Robinson, wrestler profissional que teve seu auge
nos anos 80
e agora encarna o mais típico retrato de herói
decadente. Randy não se manteve em forma, não se
adaptou a contextos diferentes. Numa das cenas mais significativas do
filme, ele e Cassidy (Marisa Tomei) conversam num bar ao som de
“Round and Round”, do Ratt, clássico do
hard rock
oitentista. Eles falam de como os anos 80 foram magníficos,
porém se deixaram atropelar pela década seguinte.
Invertem, assim, a visão habitual que identifica nos 80 uma
década maldita e nos 90 uma era mais
“digna”. Para
eles, os 80 foram a golden age, os 90 foram
tão-somente
o corta-tesão, o fim precoce da festa. O mundo que viria a
seguir não se mostraria nem mais combativo, nem mais
criativo,
nem mais inteligente, apenas menos divertido. Acabou a festa, acabou
a luta, sobrou o luto.
Randy
traz
características dos dois grandes personagens de Rourke dos
anos 80. Ele revive o existencialismo do Motorcycle Boy (O
Selvagem da Motocicleta,
Francis
Ford Coppola, 1983) e, ao mesmo tempo,
a disposição
de Stanley White (O Ano do Dragão,
Michael Cimino, 1985) de ir até o fim de uma luta custe o
que
custar. Motorcycle Boy era um ser destacado do mundo. A voz de Michey
Rourke sempre trabalhou numa frequência mais baixa se
comparada
à de todas as outras vozes, mas quem melhor explorou isso
foi
Coppola: a voz sedativa do Motorcycle Boy parece descolada de seu
corpo, aspecto expandido por uma composição de
ambiências dissonante, onde o espaço sonoro soa
praticamente estrangeiro ao espaço visual. Em O
Lutador,
Rourke também
possui uma voz fora da frequência do entorno,
porém não
mais aveludada como a de seu personagem de O
Selvagem da
Motocicleta, e
sim riscada pelo
tempo. Já o capitão de polícia Stanley
White, de
O Ano do Dragão,
era um ex-combatente para quem a guerra havia na verdade continuado,
só que não mais no Vietnã e sim no
cotidiano de
sua profissão e de sua vida pessoal. Toda a fúria
de
Stanley White habita a massa corporal de Randy, embora essa
fúria
tenha perdido a agilidade e seja agora um corpo fibrilado,
não
mais o sinônimo daquela violência palpitante que se
tornava – por imposição natural
– o nervo
da decupagem. Motorcycle Boy, Stanley White, Randy “The
Ram”:
homens que envelheceram antes da hora.
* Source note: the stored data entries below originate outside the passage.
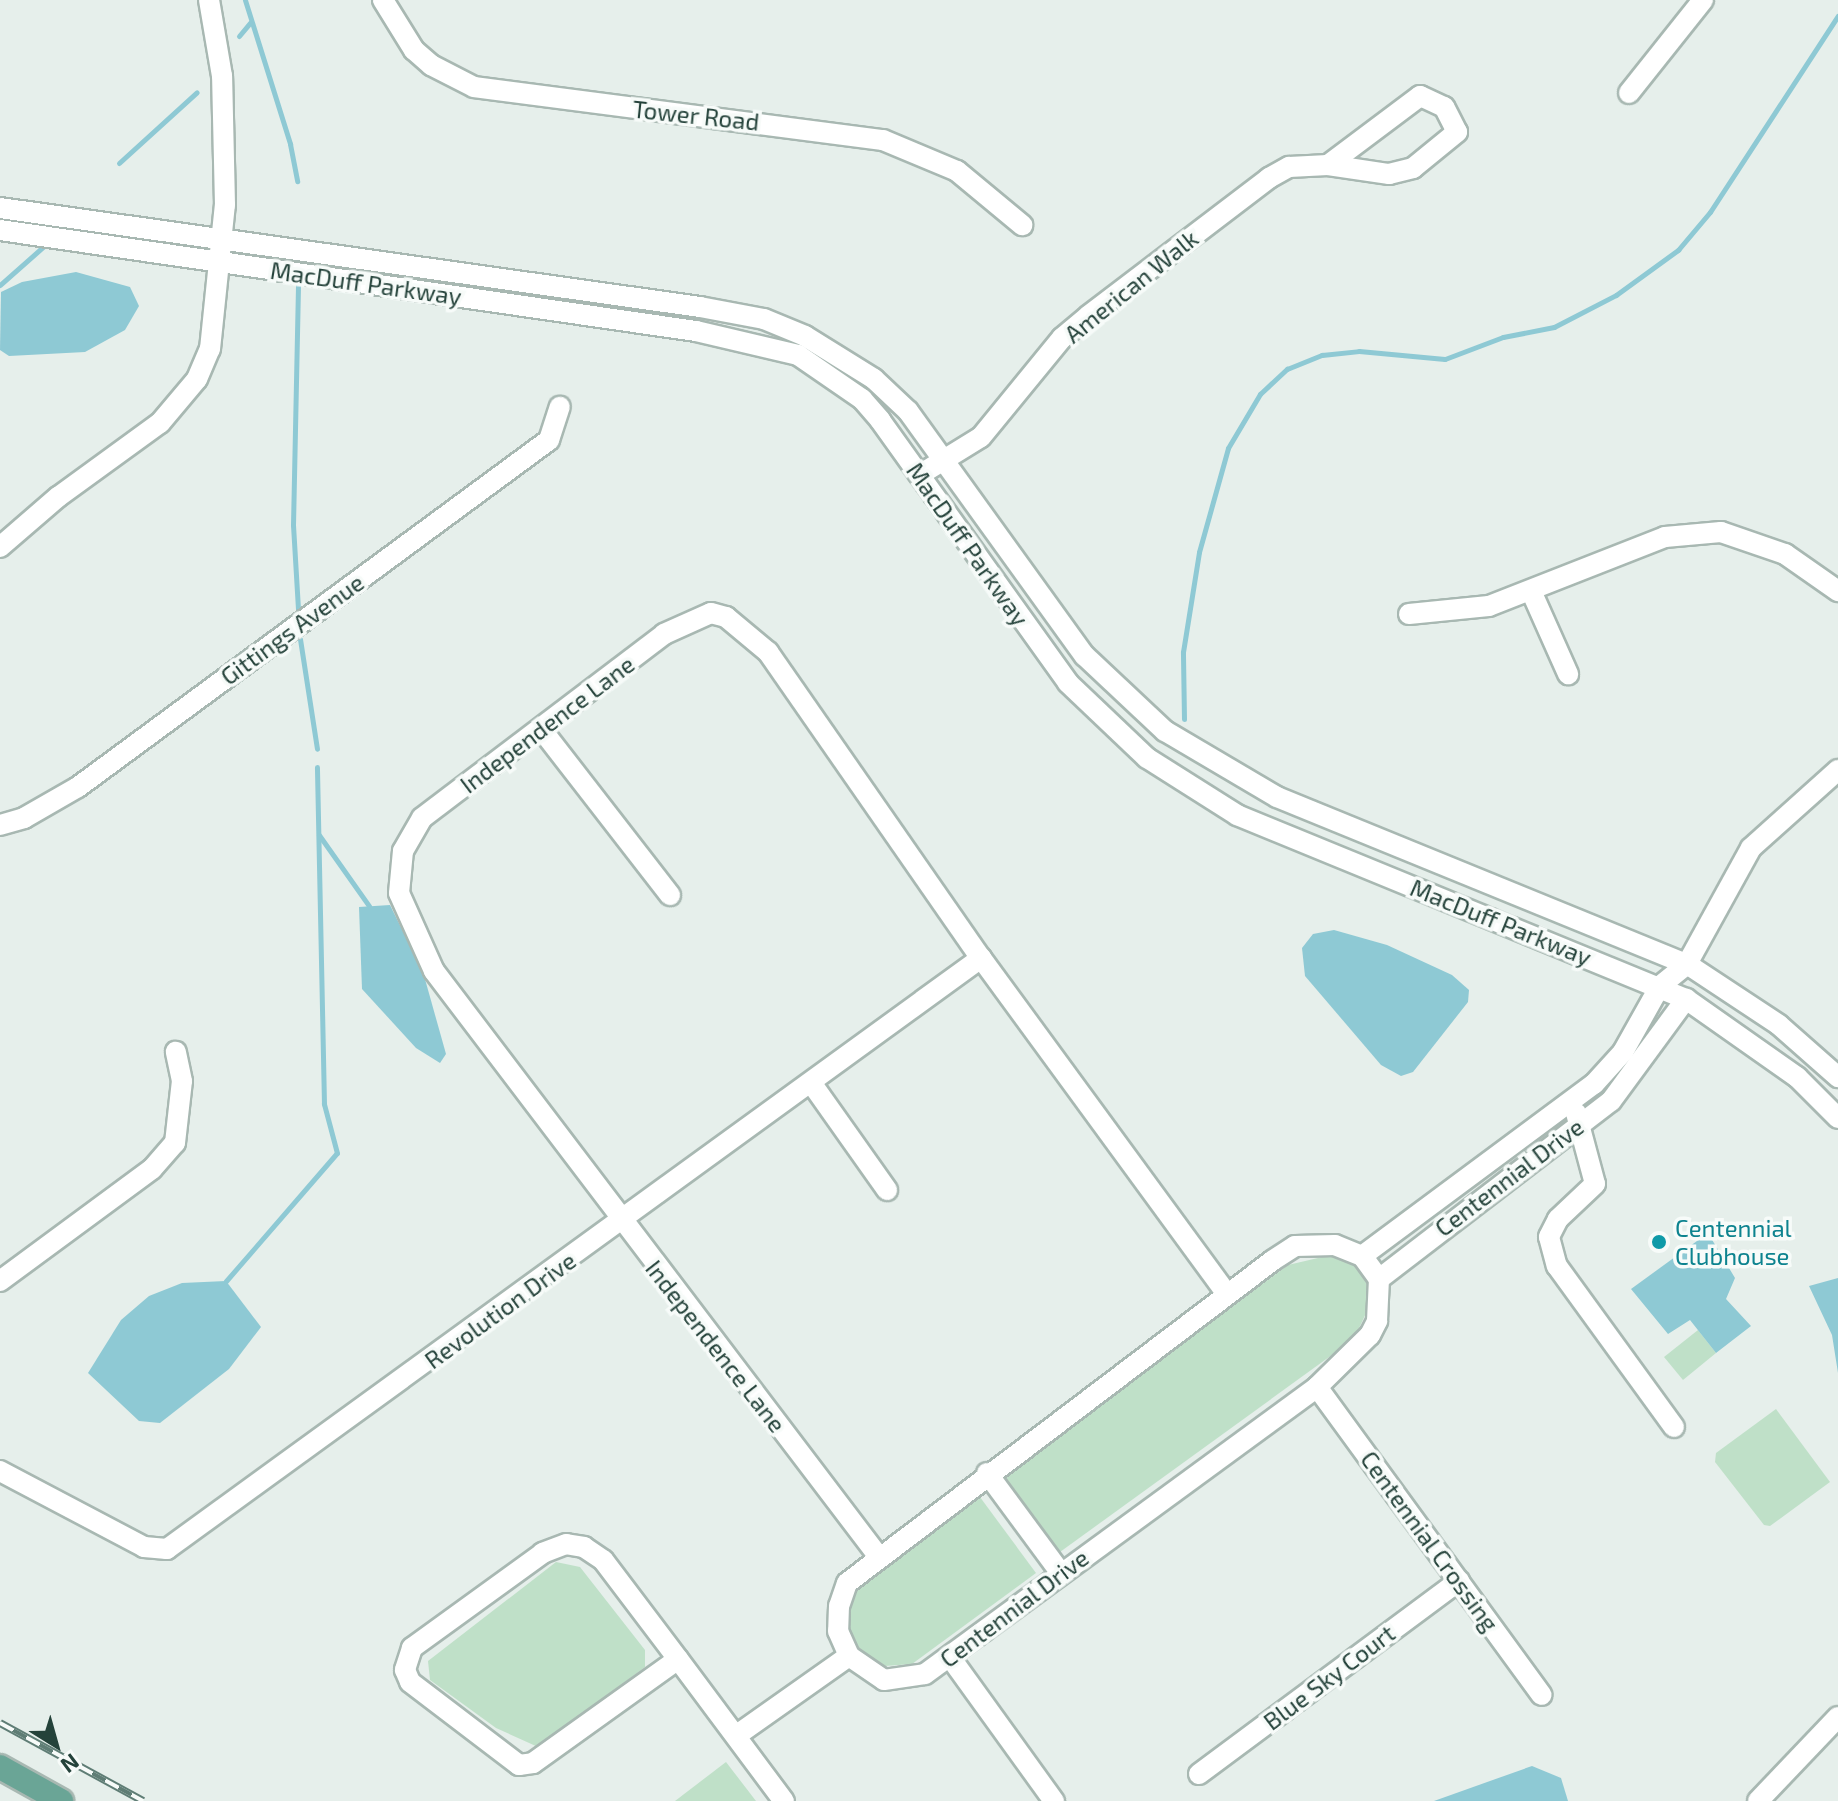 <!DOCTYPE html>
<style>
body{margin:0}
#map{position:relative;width:1838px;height:1801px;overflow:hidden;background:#e6efeb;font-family:"Exo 2",sans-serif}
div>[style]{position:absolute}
.green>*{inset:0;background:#bfe0c8}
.water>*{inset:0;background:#8ec9d4}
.stream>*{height:5px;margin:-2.5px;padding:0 2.5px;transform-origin:2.5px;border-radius:2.5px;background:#8ec9d4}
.roads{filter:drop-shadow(2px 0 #a8b8b2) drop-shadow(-2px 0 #a8b8b2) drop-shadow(0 2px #a8b8b2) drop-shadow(0 -2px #a8b8b2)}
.minor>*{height:20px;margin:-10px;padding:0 10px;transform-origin:10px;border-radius:10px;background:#fff}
.major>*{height:24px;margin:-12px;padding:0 12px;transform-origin:12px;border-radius:12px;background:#6aa596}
.rail>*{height:8px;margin-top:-4px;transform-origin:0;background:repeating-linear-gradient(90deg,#f7fbf9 0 15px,#5f7d75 0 30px);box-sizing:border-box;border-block:2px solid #5f7d75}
.dots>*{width:22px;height:22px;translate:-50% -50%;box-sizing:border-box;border:4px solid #f7fbf9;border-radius:50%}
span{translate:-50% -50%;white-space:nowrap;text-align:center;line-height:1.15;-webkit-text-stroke:7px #f7fbf9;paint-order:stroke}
.street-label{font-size:24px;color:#24423a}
.culture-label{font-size:24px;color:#0d838f}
.left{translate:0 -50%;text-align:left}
.north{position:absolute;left:16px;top:1705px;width:80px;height:80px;-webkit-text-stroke:6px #f7fbf9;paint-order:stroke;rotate:143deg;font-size:22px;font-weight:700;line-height:32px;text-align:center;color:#24423a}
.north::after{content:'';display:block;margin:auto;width:28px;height:36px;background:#24423a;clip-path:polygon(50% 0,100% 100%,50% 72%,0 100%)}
</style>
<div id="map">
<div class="green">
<div style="clip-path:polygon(1335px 1254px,1364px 1267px,1374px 1296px,1354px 1339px,1060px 1552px,1006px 1480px,1009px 1471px,1288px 1265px)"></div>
<div style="clip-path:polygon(1698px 1330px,1716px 1353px,1683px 1380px,1664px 1357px)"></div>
<div style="clip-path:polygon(1776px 1409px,1830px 1482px,1770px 1526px,1764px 1525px,1715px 1462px,1716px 1453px)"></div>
<div style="clip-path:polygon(977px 1493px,1036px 1573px,912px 1664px,885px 1666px,861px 1655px,844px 1626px,858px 1581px)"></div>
<div style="clip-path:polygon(556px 1562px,580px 1567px,645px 1650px,645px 1667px,538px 1747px,496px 1728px,430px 1680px,428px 1661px)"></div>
<div style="clip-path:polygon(726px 1762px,756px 1801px,675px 1801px)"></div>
</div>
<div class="water">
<div style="clip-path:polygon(76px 272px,130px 287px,139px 306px,125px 330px,85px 352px,9px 356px,0 350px,1px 292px,22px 282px)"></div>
<div style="clip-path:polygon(390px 905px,423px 972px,446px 1054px,440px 1063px,416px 1048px,362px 989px,359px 907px)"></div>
<div style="clip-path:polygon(1334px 930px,1387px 945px,1452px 975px,1469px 990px,1468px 1002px,1413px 1072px,1401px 1076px,1381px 1065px,1305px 976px,1302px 948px,1313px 934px)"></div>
<div style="clip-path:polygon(1708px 1233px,1735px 1278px,1726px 1299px,1751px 1326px,1716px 1353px,1690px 1320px,1668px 1334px,1631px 1289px)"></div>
<div style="clip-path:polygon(1838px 1278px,1838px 1373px,1832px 1335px,1809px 1286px)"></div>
<div style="clip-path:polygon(226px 1281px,261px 1327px,229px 1369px,160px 1423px,139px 1421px,88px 1373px,121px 1320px,149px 1296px,182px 1283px)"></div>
<div style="clip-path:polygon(1532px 1766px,1561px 1778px,1568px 1801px,1434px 1801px)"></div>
</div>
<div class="stream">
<div style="left:245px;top:0;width:151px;rotate:72.6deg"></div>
<div style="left:290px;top:144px;width:38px;rotate:79deg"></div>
<div style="left:239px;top:36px;width:17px;rotate:-50deg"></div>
<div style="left:119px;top:163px;width:105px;rotate:-42.3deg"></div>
<div style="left:0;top:285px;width:60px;rotate:-41.6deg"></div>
<div style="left:298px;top:609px;width:84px;rotate:-93.4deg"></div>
<div style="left:293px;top:525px;width:242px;rotate:-88.8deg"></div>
<div style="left:300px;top:639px;width:111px;rotate:81.2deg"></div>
<div style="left:1184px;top:719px;width:67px;rotate:-90.9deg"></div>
<div style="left:1183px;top:652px;width:101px;rotate:-80.9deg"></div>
<div style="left:1199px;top:552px;width:108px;rotate:-74.4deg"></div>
<div style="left:1228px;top:448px;width:63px;rotate:-59.3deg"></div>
<div style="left:1260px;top:394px;width:37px;rotate:-43deg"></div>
<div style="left:1287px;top:369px;width:38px;rotate:-22deg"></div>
<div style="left:1322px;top:355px;width:37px;rotate:-6deg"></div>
<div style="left:1359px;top:351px;width:86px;rotate:5.3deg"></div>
<div style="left:1445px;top:359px;width:62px;rotate:-20.8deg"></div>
<div style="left:1503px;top:337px;width:52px;rotate:-11.1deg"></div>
<div style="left:1554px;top:327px;width:70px;rotate:-27.3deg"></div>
<div style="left:1616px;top:295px;width:77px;rotate:-36deg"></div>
<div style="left:1678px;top:250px;width:50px;rotate:-49.9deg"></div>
<div style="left:1710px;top:212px;width:234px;rotate:-56.9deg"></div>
<div style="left:319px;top:835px;width:87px;rotate:54.8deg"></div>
<div style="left:226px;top:1281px;width:169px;rotate:-49.1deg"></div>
<div style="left:337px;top:1153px;width:51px;rotate:-104.9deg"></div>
<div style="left:324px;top:1104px;width:337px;rotate:-91.2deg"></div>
</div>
<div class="roads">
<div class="minor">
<div style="left:383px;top:0;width:59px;rotate:58.2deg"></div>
<div style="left:414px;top:50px;width:23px;rotate:41deg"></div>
<div style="left:431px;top:65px;width:48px;rotate:27.1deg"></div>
<div style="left:474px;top:87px;width:412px;rotate:7.4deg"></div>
<div style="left:883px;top:140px;width:80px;rotate:22.7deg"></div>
<div style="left:957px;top:171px;width:85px;rotate:39.7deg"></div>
<div style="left:1629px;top:93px;width:119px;rotate:-51.5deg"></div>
<div style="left:0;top:208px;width:707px;rotate:8.05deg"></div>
<div style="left:700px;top:307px;width:65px;rotate:10.6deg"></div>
<div style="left:764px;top:319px;width:44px;rotate:22.5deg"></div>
<div style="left:805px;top:336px;width:81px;rotate:31.9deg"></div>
<div style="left:874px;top:379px;width:47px;rotate:43.3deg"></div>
<div style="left:908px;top:411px;width:302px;rotate:54.2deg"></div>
<div style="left:1085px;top:656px;width:110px;rotate:43.2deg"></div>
<div style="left:1165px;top:731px;width:130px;rotate:30.5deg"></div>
<div style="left:1277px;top:797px;width:443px;rotate:22.2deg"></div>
<div style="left:1687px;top:964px;width:110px;rotate:33.5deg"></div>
<div style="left:1779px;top:1025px;width:79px;rotate:41.4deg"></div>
<div style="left:0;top:230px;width:703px;rotate:8.26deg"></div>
<div style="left:696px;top:331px;width:105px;rotate:13.2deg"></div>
<div style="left:798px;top:355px;width:78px;rotate:34.5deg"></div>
<div style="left:862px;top:399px;width:28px;rotate:49deg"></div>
<div style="left:880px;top:420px;width:323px;rotate:54.4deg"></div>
<div style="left:1068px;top:683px;width:109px;rotate:43.5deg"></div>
<div style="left:1147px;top:758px;width:107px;rotate:32.3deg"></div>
<div style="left:1237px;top:815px;width:485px;rotate:22.3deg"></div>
<div style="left:1686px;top:999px;width:136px;rotate:35.1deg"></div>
<div style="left:1797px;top:1077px;width:58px;rotate:45deg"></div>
<div style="left:921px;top:474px;width:70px;rotate:-31.7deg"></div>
<div style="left:981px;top:437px;width:128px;rotate:-50.7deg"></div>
<div style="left:1062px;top:338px;width:34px;rotate:-40deg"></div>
<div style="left:1088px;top:316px;width:228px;rotate:-37.3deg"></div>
<div style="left:1269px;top:178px;width:23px;rotate:-29deg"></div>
<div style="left:1289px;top:167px;width:39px;rotate:-3deg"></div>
<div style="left:1328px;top:165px;width:62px;rotate:8.4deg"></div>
<div style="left:1389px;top:174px;width:25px;rotate:-14deg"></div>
<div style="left:1413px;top:168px;width:57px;rotate:-39.3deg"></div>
<div style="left:1457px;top:132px;width:28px;rotate:-117deg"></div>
<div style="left:1444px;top:107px;width:26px;rotate:-155deg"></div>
<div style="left:1420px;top:96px;width:115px;rotate:143.1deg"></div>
<div style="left:0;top:547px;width:77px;rotate:-40.8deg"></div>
<div style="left:58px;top:497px;width:126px;rotate:-36deg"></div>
<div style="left:160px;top:423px;width:57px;rotate:-49.9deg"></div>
<div style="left:197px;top:379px;width:33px;rotate:-67deg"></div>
<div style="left:210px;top:349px;width:145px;rotate:-84.1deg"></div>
<div style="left:225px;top:205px;width:129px;rotate:-91.3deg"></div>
<div style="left:222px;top:76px;width:77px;rotate:-99.7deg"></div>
<div style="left:1532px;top:593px;width:89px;rotate:66deg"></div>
<div style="left:1409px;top:614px;width:80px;rotate:-5.7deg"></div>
<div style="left:1489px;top:606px;width:189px;rotate:-21.4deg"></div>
<div style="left:1665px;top:537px;width:56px;rotate:-5.1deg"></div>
<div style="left:1721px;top:532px;width:68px;rotate:19deg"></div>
<div style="left:1785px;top:554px;width:65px;rotate:34.9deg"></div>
<div style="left:542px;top:730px;width:209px;rotate:52.2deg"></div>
<div style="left:0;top:825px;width:25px;rotate:-16deg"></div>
<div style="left:24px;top:818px;width:62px;rotate:-29.9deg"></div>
<div style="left:78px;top:787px;width:585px;rotate:-36.38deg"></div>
<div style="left:549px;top:440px;width:35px;rotate:-72deg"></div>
<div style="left:812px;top:1084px;width:130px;rotate:54.7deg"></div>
<div style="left:1576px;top:1113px;width:73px;rotate:75deg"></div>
<div style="left:1595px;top:1184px;width:51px;rotate:136.6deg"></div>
<div style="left:1558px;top:1219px;width:20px;rotate:117deg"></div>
<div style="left:1549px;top:1237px;width:30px;rotate:75deg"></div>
<div style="left:1557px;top:1266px;width:199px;rotate:54deg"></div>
<div style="left:1362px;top:1256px;width:289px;rotate:-36.6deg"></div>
<div style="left:1594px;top:1084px;width:43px;rotate:-47.8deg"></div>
<div style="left:1623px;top:1052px;width:76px;rotate:-60.7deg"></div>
<div style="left:1660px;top:986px;width:35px;rotate:-39deg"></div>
<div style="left:1687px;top:964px;width:132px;rotate:-61.1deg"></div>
<div style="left:1751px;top:848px;width:117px;rotate:-41.9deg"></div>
<div style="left:1379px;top:1279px;width:29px;rotate:-126deg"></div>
<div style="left:1362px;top:1256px;width:29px;rotate:-158deg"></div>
<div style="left:1335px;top:1245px;width:40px;rotate:178.6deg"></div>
<div style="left:1295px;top:1246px;width:27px;rotate:147deg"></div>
<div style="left:1272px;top:1261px;width:533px;rotate:142.85deg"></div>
<div style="left:847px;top:1583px;width:24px;rotate:109deg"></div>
<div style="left:839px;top:1606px;width:25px;rotate:92deg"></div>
<div style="left:838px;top:1631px;width:27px;rotate:66deg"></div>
<div style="left:849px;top:1656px;width:42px;rotate:34.4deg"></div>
<div style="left:884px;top:1680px;width:41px;rotate:-8.3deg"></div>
<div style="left:925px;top:1674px;width:486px;rotate:-36.2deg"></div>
<div style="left:1317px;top:1387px;width:74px;rotate:-44.5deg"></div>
<div style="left:1370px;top:1335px;width:16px;rotate:-63deg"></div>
<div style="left:1377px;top:1321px;width:42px;rotate:-87.3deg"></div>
<div style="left:1379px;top:1279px;width:292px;rotate:-37.5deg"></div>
<div style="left:1611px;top:1101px;width:127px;rotate:-53.7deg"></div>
<div style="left:0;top:1281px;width:189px;rotate:-36.4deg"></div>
<div style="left:152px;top:1169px;width:35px;rotate:-49deg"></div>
<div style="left:175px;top:1143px;width:62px;rotate:-83.6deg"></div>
<div style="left:182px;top:1081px;width:30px;rotate:-102deg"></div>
<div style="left:1317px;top:1387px;width:381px;rotate:53.9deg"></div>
<div style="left:0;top:1471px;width:163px;rotate:27.8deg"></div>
<div style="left:144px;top:1547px;width:23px;rotate:5deg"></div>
<div style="left:167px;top:1549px;width:1006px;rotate:-35.98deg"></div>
<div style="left:987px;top:1473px;width:123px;rotate:53.6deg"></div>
<div style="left:879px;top:1557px;width:736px;rotate:-127.21deg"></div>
<div style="left:434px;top:971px;width:85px;rotate:-114.2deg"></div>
<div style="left:399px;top:893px;width:42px;rotate:-84.6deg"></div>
<div style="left:403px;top:851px;width:38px;rotate:-60deg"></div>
<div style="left:422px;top:818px;width:304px;rotate:-37.2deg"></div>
<div style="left:664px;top:634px;width:51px;rotate:-24.1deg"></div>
<div style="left:711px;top:613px;width:16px;rotate:15deg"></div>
<div style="left:726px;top:617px;width:55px;rotate:39.8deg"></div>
<div style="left:768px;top:652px;width:373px;rotate:55.2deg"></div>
<div style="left:981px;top:958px;width:416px;rotate:53.8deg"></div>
<div style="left:950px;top:1657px;width:178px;rotate:54.2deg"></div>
<div style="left:678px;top:1659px;width:124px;rotate:-127.1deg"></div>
<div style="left:603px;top:1560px;width:23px;rotate:-146deg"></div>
<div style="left:584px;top:1547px;width:18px;rotate:-171deg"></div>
<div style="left:566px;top:1544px;width:25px;rotate:159deg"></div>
<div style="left:543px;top:1553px;width:162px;rotate:144.1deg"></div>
<div style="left:412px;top:1648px;width:23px;rotate:108deg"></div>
<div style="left:405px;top:1670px;width:13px;rotate:67deg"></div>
<div style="left:410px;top:1682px;width:137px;rotate:37.3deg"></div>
<div style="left:519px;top:1765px;width:14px;rotate:-8deg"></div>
<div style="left:533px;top:1763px;width:178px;rotate:-35.6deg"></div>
<div style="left:678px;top:1659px;width:177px;rotate:53.3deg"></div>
<div style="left:737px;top:1735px;width:137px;rotate:-35.2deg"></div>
<div style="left:1199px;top:1774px;width:324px;rotate:-36.6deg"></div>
<div style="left:1758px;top:1801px;width:116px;rotate:-46.4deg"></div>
</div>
<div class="major">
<div style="left:0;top:1767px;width:70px;rotate:29.1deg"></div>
</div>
</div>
<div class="rail">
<div style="left:0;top:1723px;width:163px;rotate:28.6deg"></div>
</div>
<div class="dots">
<div style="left:1659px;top:1242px;background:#0f9aa8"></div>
</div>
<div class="street-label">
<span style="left:696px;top:115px;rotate:6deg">Tower Road</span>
<span style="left:366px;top:283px;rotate:8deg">MacDuff Parkway</span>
<span style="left:1131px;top:286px;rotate:-39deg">American Walk</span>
<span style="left:968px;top:544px;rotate:55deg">MacDuff Parkway</span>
<span style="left:292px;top:629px;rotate:-36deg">Gittings Avenue</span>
<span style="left:547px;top:724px;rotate:-37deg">Independence Lane</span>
<span style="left:1501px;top:922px;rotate:22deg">MacDuff Parkway</span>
<span style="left:1509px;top:1177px;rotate:-37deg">Centennial Drive</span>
<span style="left:500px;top:1310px;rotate:-36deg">Revolution Drive</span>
<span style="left:716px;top:1346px;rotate:52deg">Independence Lane</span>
<span style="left:1430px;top:1541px;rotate:54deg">Centennial Crossing</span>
<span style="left:1014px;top:1608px;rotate:-37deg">Centennial Drive</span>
<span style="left:1329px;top:1677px;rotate:-37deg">Blue Sky Court</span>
</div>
<div class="culture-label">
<span class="left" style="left:1675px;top:1242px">Centennial<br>Clubhouse</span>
</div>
<div class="north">N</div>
</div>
O corpo marcado de Rourke
é
a materialização de sua tensão
permanente com a
ordem das coisas.
Para
filmar um
personagem assumido, de antemão, como um ser em desacordo
com
seu tempo, é preciso adotar um ponto de vista, digamos,
cuidadoso. A história é velha conhecida de todos:
abaixo de uma certa linha, o diretor cai no miserabilismo; muito
acima, adere à frieza de um patologista. Um
documentário
sobre a energia retesada de Mickey Rourke não seria
suficiente. Uma ficção comiserada e
pseudo-humanista
seria um desastre – além de uma
perversão
absoluta. Qual caminho seguir?
O
começo de O
Lutador é elaborado em torno do “plano
de ator”
mais simples – e reiterado o maior número de
vezes, pelo
maior número de filmes – que esta
década
conheceu: a câmera na mão se limita a acompanhar
Mickey
Rourke, que é visto de costas, enquanto ele caminha, como se
o
filme estivesse apenas indo onde ele fosse, tentando respirar no
ritmo dele, deixando-se levar por sua cabeleira tingida de loiro. O
cenário é friorento, a câmera treme ao
se
deslocar, jump cuts picotam a
ação (esse começo parece uma mistura
de Rocky
Balboa com
irmãos
Dardenne). Logo percebemos que a forma adotada por
Aronofsky
dispõe de uma fraca energia de elisão, e que as
supressões da montagem menos conectam as partes do que abrem
hiatos. O plano se mede e se molda pelo sentimento de
presença
e de movimento do ator. O roupão com que o filme acolhe o
personagem já está aí demonstrado. Mas
quando
Aronofsky precisa passar do plano-afeto ao plano-dramaturgia, suas
limitações como encenador se fazem sentir.
Em
duas cenas com Cassidy, sobressaem pontos baixos do filme. A primeira
é o diálogo em que ela, na boate onde trabalha,
fala do
violento flagelo do Cristo no filme de Mel Gibson e insere Randy no
tema do sacrifício (na cena seguinte, ele e seu oponente se
torturam num espetáculo sanguinário e exagerado).
A
outra é sua tentativa de dissuadir Randy de subir ao ringue
pela última vez. A mise en
scène
se perde, o diálogo ruim se impõe. Há
cenas em
que um equilíbrio – precário,
é verdade,
mas por isso mesmo autêntico – é
atingido. Por
exemplo: a explosão de Randy no supermercado. Tudo conspira
para uma cena muito grosseira, desnecessária,
típica
virada de roteiro. A cena, no entanto – filmada de um
ângulo
interessante, do lado de dentro do balcão de frios onde
Randy se encontra, submetendo o campo visual às
reações
dele –, culmina no momento em que um corpo, não
conformado com o espaço que lhe foi dado, transborda seus
limites (sociais, morais, biológicos). Randy decide voltar
ao
ringue. Ali ele reconquista um direito, ou melhor, uma
ação.
Ele não é mais uma anedota cult,
um personagem de Nintendo, um modelo ultrapassado; é um
homem
que sabe determinar seu nicho e seu destino.
Randy
é um grande personagem de cinema. Mickey Rourke é
um
axioma. Aronofsky não está à altura de
nenhum
dos dois, mas teve humildade suficiente para deixar a espessura
emocional de Randy/Rourke impregnar o filme. Impossível
negar a força do resultado.
Luiz Carlos Oliveira Jr.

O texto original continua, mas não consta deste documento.